# anybody want to go halfers on a bay pen ?



## riverbank (Mar 27, 2015)

I know this is a long shot but here in the next month or so im going to build a bay pen. NOT A CATCH PEN!! for any anti's that may be reading this, its perfectly legal and there will be no hogs harmed in this controlled enclosure. Anyway. I'm going to build it. But i thought I'd ask if anybody wanted to go in on it for rights to use it. I have 15 acres. But im not going to fence in all of it because i have cows on it. But i do have several nice spots in mind. I would handle permits through the dept of agriculture and all that.

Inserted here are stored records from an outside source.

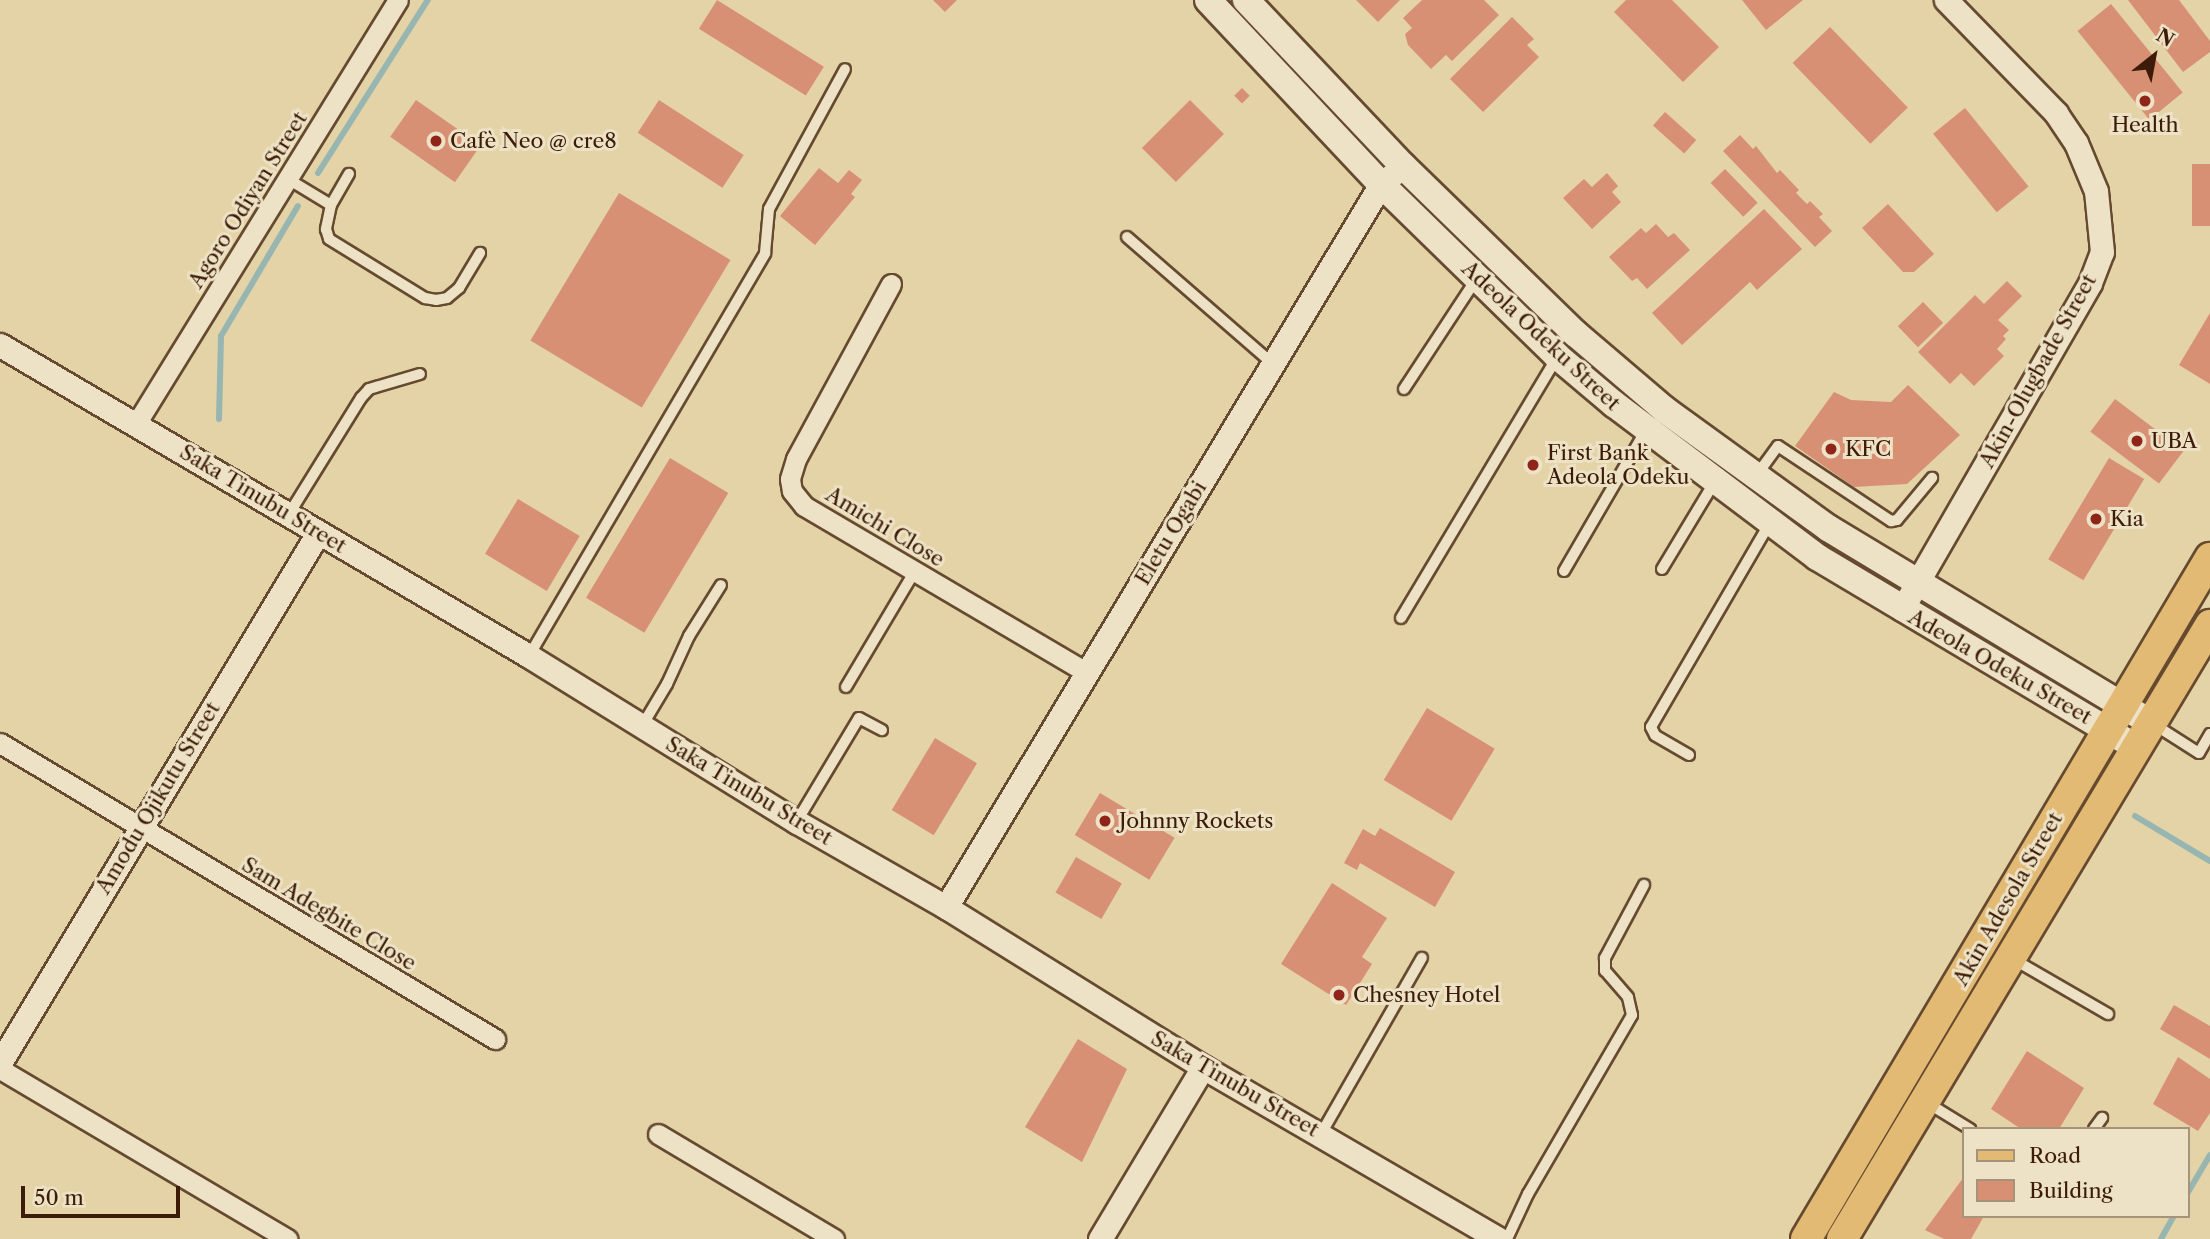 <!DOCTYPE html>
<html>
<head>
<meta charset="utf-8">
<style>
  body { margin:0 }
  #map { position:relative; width:2210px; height:1239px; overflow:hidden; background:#e4d3a6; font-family:"Libre Caslon Text",serif }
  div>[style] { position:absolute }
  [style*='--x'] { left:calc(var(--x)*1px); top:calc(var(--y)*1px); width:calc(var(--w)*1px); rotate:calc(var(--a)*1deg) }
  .stream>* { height:6px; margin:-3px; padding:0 3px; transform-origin:3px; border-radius:3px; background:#98b6b1 }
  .building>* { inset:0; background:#d89075; transform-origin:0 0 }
  .roads { filter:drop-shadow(2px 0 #664a30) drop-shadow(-2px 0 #664a30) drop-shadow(0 2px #664a30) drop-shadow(0 -2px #664a30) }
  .service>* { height:10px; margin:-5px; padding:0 5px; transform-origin:5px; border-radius:5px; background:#ede2c5 }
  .minor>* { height:19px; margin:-9.5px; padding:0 9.5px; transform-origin:9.5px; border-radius:9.5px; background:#ede2c5 }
  .tertiary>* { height:23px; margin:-11.5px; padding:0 11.5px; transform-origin:11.5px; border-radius:11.5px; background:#ede2c5 }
  .secondary>* { height:26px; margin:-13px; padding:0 13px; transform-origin:13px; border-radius:13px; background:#ede2c5 }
  .primary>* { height:30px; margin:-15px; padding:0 15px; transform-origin:15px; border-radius:15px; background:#e2ba73 }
  .dots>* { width:19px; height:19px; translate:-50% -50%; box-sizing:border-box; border:4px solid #ede2c5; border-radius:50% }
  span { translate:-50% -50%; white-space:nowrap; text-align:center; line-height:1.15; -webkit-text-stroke:6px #ede2c5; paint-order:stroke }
  .poi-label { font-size:21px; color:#3c1c08 }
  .left { translate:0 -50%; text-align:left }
  .street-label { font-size:21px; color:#3c1c08 }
  .legend { position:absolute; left:1962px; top:1127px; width:228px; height:91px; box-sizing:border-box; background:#ede2c5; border:2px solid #a69379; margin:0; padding:9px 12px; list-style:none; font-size:21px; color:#3c1c08 }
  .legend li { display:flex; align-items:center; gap:14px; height:35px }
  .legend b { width:35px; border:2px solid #a69379 }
  .north { position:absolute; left:2119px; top:21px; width:70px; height:70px; -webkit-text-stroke:5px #ede2c5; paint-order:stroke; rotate:31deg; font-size:19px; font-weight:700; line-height:28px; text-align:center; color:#3c1c08 }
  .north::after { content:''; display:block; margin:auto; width:24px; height:32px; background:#3c1c08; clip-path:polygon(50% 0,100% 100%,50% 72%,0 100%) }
  .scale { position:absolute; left:21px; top:1186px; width:159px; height:32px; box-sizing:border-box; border:4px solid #3c1c08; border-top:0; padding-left:9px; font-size:21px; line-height:24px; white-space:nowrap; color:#3c1c08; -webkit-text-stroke:5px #ede2c5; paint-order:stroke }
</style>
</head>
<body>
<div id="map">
  <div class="stream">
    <i style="--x:318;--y:173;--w:205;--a:-57.6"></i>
    <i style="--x:219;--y:419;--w:83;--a:-88.6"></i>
    <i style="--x:221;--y:336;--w:151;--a:-59.4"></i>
    <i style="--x:2135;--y:816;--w:87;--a:31"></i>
    <i style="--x:2187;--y:1194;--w:45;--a:-59.5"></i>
    <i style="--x:2161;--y:1239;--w:26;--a:-61"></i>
  </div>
  <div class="building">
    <i style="left:717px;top:0;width:126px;height:34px;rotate:32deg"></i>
    <i style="clip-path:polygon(933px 0,957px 0,945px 12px)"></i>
    <i style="clip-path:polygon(1356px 0,1400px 0,1378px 22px)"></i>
    <i style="clip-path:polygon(1422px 0,1484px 0,1499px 15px,1452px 61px,1446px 55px,1431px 69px,1408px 45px,1405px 34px,1412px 28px,1403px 18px)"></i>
    <i style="clip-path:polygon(1626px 0,1672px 0,1719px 47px,1683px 82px,1614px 12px)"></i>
    <i style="clip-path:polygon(1742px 0,1803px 0,1766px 30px)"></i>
    <i style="clip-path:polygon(2128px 0,2179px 0,2210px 41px,2210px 52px,2183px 72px)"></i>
    <i style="left:2111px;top:4px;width:114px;height:43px;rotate:51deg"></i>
    <i style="clip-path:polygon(1512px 17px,1534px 39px,1527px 45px,1539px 57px,1483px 112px,1450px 79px)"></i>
    <i style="left:1830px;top:27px;width:112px;height:52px;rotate:46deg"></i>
    <i style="left:1242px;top:88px;width:11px;height:11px;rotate:45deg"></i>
    <i style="left:416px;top:100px;width:79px;height:45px;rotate:35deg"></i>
    <i style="left:659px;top:100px;width:101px;height:39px;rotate:33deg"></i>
    <i style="left:1190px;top:100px;width:48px;height:68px;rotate:45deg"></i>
    <i style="left:1965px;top:108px;width:101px;height:41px;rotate:51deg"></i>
    <i style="left:1665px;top:112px;width:42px;height:18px;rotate:42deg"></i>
    <i style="clip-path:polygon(1740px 135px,1753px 149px,1756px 146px,1777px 173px,1780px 170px,1799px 190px,1796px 193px,1807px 204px,1810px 201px,1823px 214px,1819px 217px,1832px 231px,1815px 247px,1723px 151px)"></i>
    <i style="left:2192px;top:164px;width:18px;height:62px"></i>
    <i style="clip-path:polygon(819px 168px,838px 183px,849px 170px,862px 180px,851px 194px,855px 197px,815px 245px,780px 216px)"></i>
    <i style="left:1725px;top:169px;width:47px;height:20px;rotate:46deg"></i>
    <i style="clip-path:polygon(1607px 173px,1618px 186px,1612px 192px,1621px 202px,1592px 229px,1563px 198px,1584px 179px,1592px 187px)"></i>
    <i style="left:619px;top:193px;width:130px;height:172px;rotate:31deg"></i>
    <i style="clip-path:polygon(1888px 204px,1934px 254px,1914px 272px,1903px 272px,1862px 228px)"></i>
    <i style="clip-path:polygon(1764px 209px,1802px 249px,1757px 290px,1750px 282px,1682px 345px,1652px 313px)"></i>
    <i style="clip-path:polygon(1656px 224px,1668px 237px,1674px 233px,1690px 250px,1647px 289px,1637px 278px,1632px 281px,1609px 257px,1641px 228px,1646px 233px)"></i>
    <i style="clip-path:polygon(2007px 281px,2022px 296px,1998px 320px,2009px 330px,2003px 336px,2006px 339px,1997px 349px,2004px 356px,1974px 386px,1961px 373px,1950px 384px,1918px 352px,1975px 295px,1984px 304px)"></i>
    <i style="left:1923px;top:302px;width:29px;height:35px;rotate:46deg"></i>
    <i style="clip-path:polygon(2210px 313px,2210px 384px,2179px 365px)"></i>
    <i style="clip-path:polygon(1908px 385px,1960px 435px,1907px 484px,1854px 487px,1795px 446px,1834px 392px,1851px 400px,1891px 402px)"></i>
    <i style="left:2115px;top:399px;width:86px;height:41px;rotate:37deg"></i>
    <i style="left:670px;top:458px;width:68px;height:163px;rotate:31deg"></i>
    <i style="left:2109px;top:458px;width:41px;height:118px;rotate:31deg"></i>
    <i style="left:518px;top:499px;width:72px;height:64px;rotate:31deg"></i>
    <i style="left:1427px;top:708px;width:79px;height:84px;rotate:31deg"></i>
    <i style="left:935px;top:738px;width:49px;height:84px;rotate:31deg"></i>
    <i style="left:1100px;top:793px;width:87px;height:49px;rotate:31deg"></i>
    <i style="clip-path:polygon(1380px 828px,1455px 872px,1435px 907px,1360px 863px,1357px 870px,1344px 863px,1363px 829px,1375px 836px)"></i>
    <i style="left:1076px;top:857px;width:53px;height:41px;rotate:30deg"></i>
    <i style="clip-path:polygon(1332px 883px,1387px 918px,1362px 957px,1372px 964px,1346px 1005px,1281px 964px)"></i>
    <i style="clip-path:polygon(2174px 1005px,2210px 1026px,2210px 1059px,2160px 1029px)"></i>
    <i style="clip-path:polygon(1078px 1039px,1127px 1069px,1082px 1162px,1025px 1127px)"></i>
    <i style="clip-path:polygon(2027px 1051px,2084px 1088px,2059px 1129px,2021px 1129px,1991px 1109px)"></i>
    <i style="clip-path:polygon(2178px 1057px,2210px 1079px,2210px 1113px,2198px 1131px,2153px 1104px)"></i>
    <i style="clip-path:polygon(1963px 1178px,1963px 1216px,1984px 1216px,1971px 1239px,1944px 1239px,1925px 1230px)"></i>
  </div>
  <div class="roads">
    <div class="service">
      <i style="--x:288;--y:179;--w:50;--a:31.2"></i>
      <i style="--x:331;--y:205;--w:36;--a:-60"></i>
      <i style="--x:331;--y:205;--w:25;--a:102"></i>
      <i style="--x:326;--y:229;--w:10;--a:73"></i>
      <i style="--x:329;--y:239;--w:113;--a:31.6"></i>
      <i style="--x:425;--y:298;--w:11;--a:10"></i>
      <i style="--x:436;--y:300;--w:11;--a:-10"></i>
      <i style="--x:447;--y:298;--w:16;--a:-40"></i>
      <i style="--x:459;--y:288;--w:41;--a:-59"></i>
      <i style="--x:1127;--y:237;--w:192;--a:41"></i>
      <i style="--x:1404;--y:389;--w:133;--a:-56.7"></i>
      <i style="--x:1756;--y:476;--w:37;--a:-54"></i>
      <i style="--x:1778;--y:446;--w:136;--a:33.6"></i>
      <i style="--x:1891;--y:521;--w:6;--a:-9"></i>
      <i style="--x:1897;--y:520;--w:55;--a:-50.2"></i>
      <i style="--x:289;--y:514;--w:137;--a:-58.2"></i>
      <i style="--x:361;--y:398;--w:12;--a:-48"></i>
      <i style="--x:369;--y:389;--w:53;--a:-16.4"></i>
      <i style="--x:1662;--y:569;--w:103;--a:-58.9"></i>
      <i style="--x:1564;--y:571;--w:163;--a:-59.8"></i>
      <i style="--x:1401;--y:618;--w:304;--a:-59.1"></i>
      <i style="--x:529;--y:656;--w:467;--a:-59.6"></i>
      <i style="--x:765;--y:253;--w:44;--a:-84.8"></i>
      <i style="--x:769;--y:209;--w:159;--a:-61.5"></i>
      <i style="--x:846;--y:687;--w:135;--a:-59.3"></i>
      <i style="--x:2155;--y:725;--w:52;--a:32.5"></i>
      <i style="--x:2199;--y:753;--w:22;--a:-60"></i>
      <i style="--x:642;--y:726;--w:49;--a:-59.2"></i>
      <i style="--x:667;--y:684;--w:53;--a:-65.4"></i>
      <i style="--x:689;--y:636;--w:60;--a:-57.9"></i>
      <i style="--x:1689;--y:755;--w:39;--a:-150"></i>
      <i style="--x:1655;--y:735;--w:9;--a:-117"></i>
      <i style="--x:1651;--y:727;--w:235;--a:-59.8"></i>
      <i style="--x:797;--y:821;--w:120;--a:-59"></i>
      <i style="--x:859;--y:718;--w:26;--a:28"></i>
      <i style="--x:2013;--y:959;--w:110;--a:30.1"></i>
      <i style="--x:1926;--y:1102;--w:52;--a:31.5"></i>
      <i style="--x:2094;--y:1129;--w:14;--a:-54"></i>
      <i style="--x:1321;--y:1134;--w:203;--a:-60.2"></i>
      <i style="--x:1507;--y:1239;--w:50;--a:-65"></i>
      <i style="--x:1528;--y:1194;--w:207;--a:-59.8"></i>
      <i style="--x:1632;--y:1015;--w:18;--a:-103"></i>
      <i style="--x:1628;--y:997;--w:35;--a:-131"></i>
      <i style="--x:1605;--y:971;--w:13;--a:-90"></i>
      <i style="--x:1605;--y:958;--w:83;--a:-61.9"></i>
    </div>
    <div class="minor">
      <i style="--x:891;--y:284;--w:199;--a:118.5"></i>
      <i style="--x:796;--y:459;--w:21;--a:107"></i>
      <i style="--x:790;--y:479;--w:12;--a:81"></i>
      <i style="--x:792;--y:491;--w:19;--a:51"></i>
      <i style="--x:804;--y:506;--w:329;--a:30.5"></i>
      <i style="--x:136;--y:424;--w:498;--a:-58.3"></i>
      <i style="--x:0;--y:743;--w:577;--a:30.88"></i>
      <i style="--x:0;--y:1069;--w:334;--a:30.6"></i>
      <i style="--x:658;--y:1134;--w:205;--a:30.8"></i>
    </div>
    <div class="tertiary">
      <i style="--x:0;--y:345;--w:614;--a:30.45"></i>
      <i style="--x:529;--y:656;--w:315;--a:31.8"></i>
      <i style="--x:797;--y:822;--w:172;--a:29.7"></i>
      <i style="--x:946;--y:907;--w:303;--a:31.9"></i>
      <i style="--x:1203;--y:1067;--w:341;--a:30.2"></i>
      <i style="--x:1902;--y:609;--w:376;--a:-60"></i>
      <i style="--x:2090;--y:283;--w:33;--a:-69"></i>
      <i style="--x:2102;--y:252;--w:61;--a:-95.6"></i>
      <i style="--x:2096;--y:191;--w:52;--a:-112.6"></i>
      <i style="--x:2076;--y:143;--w:36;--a:-124"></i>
      <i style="--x:2056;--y:113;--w:158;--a:-134.2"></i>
      <i style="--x:946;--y:907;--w:844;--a:-58.97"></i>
      <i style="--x:1381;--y:184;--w:28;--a:-39"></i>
      <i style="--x:0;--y:1063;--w:618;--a:-59.04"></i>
      <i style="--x:1100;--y:1239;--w:200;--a:-59.1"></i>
    </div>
    <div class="secondary">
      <i style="--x:1208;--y:0;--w:253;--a:46.8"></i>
      <i style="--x:1381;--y:184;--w:246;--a:44.3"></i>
      <i style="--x:1557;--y:356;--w:75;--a:40.1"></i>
      <i style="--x:1614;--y:404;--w:254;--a:37"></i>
      <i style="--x:1817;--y:557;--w:371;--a:30.8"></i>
      <i style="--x:1246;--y:0;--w:228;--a:46.6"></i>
      <i style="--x:1403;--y:166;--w:241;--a:44.2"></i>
      <i style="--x:1576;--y:334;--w:117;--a:40.5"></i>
      <i style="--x:1665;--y:410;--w:201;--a:35.9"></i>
      <i style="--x:1828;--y:528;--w:377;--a:31.1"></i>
    </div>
    <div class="primary">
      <i style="--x:1806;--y:1239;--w:792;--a:-59.32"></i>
      <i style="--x:1842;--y:1239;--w:716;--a:-59.06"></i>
    </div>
  </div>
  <div class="dots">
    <i style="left:2145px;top:101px;background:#8f2418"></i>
    <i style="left:436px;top:141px;background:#8f2418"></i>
    <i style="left:2137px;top:441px;background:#8f2418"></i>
    <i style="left:1831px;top:449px;background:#8f2418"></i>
    <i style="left:1533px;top:465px;background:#8f2418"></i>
    <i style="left:2096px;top:519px;background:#8f2418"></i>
    <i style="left:1105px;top:821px;background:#8f2418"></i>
    <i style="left:1339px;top:995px;background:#8f2418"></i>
  </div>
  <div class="poi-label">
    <span style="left:2145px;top:125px">Health</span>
    <span class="left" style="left:450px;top:141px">Cafè Neo @ cre8</span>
    <span class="left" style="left:2151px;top:441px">UBA</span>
    <span class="left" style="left:1845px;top:449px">KFC</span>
    <span class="left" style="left:1547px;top:465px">First Bank<br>Adeola Odeku</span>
    <span class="left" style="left:2110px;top:519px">Kia</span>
    <span class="left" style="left:1119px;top:821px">Johnny Rockets</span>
    <span class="left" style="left:1353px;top:995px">Chesney Hotel</span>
  </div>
  <div class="street-label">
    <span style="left:248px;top:200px;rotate:-58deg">Agoro Odiyan Street</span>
    <span style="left:1541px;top:336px;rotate:43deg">Adeola Odeku Street</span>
    <span style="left:2038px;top:371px;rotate:-61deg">Akin-Olugbade Street</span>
    <span style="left:263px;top:499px;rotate:31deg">Saka Tinubu Street</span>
    <span style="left:885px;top:527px;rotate:31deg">Amichi Close</span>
    <span style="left:1171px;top:533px;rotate:-59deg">Eletu Ogabi</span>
    <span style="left:2000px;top:667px;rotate:30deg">Adeola Odeku Street</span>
    <span style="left:749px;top:791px;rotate:31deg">Saka Tinubu Street</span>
    <span style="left:158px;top:798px;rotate:-59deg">Amodu Ojikutu Street</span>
    <span style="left:2008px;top:899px;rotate:-60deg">Akin Adesola Street</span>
    <span style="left:329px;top:914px;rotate:31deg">Sam Adegbite Close</span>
    <span style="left:1235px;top:1084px;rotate:30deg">Saka Tinubu Street</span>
  </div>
  <ul class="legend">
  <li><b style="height:9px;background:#e2ba73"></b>Road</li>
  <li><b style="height:19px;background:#d89075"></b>Building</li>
  </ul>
  <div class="north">N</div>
  <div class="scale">50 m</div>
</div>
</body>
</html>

If anybody's interested shoot me a pm, reply on here or call/text 706-424-0838 thanks for reading and happy hunting !! Also i am in carnesville Ga.


----------



## barberboys (Apr 3, 2015)

Good luck on the pen I am sure u done ur research but the state of ga is a hard place to open a legal pen weather it be a stright bay pen and there will never be another catch pen this tridition is dieing fast and seem there nothing we can do to stop it


----------



## riverbank (Apr 4, 2015)

Thanks, im not talking about a big bay pen with paying customers or anything like that. Im just talking about something for personal use. Pup training, non gritty dog working and stuff like that. Ive already talked with the department of agriculture and I'm working on the permits now. Its pretty easy. And free. Are you talking about it being hard to get permission for something big. Or something like im talking about ?


----------



## jknight (Apr 4, 2015)

Pups that's not going to make hog dogs will be easy to get back out of pen, but pups that like it and soon gets good and the hog cant lose them then its not fun any more, after hours of trying to catch the dogs, when you get close the hogs breaks and your off again,


----------



## riverbank (Apr 4, 2015)

I heard that jknight. I'd like to have or have access to a pen like that. Heck i'd pay somebody to use a woods pen. But honestly im just considering building a smaller pen. With a separate holding pen (safe area) for the hog. Kind of like at the bay trials where the hog wants to go back in there and the door will drop down before the dog goes in behind him. Thats what i have in mind anyway. I use to have access to a big pen close by but the fella had some family problems and stopped doing it.


----------



## cornboy (Apr 4, 2015)

If it is going to only be used for baydog practice keep in mind that it doesn't have to be very big .


----------